#### Task description
Which lines in the data below contain the string "canvas"? Show each one.

#### The data
-- Opening Marker --

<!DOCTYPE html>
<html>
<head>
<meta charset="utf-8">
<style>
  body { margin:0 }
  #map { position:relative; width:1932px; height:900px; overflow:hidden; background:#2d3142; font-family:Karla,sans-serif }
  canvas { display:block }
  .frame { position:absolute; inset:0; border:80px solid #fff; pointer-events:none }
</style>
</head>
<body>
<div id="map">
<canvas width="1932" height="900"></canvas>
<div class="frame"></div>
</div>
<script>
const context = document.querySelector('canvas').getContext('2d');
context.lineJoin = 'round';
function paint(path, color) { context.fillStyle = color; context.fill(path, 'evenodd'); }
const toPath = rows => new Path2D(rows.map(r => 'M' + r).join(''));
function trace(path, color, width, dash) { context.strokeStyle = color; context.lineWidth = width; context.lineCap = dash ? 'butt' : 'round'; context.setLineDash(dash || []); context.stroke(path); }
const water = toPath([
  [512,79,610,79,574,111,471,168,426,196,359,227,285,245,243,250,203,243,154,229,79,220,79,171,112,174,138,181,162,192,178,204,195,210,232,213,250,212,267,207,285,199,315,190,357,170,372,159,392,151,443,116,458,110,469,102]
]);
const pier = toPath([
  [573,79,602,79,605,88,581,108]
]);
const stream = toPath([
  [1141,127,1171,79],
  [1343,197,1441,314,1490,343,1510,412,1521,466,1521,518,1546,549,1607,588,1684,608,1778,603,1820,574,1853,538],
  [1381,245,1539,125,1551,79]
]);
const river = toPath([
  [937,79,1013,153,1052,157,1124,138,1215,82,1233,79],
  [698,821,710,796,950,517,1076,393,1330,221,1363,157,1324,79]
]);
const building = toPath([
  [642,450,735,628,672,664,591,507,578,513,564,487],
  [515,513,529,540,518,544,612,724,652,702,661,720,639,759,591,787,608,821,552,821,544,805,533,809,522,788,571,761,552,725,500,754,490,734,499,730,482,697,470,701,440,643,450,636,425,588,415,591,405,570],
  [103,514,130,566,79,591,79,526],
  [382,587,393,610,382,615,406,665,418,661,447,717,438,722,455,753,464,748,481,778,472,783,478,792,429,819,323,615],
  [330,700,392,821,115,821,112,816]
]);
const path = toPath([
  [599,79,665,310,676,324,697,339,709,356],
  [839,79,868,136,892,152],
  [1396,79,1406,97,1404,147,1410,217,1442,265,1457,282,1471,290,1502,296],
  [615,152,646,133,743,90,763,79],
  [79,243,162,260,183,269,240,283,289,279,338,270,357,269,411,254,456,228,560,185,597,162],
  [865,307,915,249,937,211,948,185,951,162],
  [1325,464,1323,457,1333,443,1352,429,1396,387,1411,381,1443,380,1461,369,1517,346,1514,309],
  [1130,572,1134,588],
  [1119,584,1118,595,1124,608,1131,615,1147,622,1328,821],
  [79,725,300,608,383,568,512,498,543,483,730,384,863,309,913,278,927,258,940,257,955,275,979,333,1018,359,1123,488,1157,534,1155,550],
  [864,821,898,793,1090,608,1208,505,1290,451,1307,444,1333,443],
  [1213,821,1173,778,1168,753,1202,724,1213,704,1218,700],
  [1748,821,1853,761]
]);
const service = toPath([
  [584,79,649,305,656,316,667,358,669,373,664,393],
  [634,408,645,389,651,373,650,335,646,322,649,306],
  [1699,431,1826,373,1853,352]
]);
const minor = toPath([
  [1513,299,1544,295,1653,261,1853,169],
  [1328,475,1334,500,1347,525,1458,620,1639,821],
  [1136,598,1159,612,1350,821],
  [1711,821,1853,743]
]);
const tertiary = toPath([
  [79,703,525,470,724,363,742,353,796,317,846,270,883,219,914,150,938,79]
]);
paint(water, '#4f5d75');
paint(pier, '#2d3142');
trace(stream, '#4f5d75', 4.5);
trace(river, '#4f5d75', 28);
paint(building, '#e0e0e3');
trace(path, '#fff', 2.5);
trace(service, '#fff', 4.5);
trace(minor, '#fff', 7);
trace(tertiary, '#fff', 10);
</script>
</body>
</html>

-- Closing Marker --

#### Response for this exercise
  canvas { display:block }
<canvas width="1932" height="900"></canvas>
const context = document.querySelector('canvas').getContext('2d');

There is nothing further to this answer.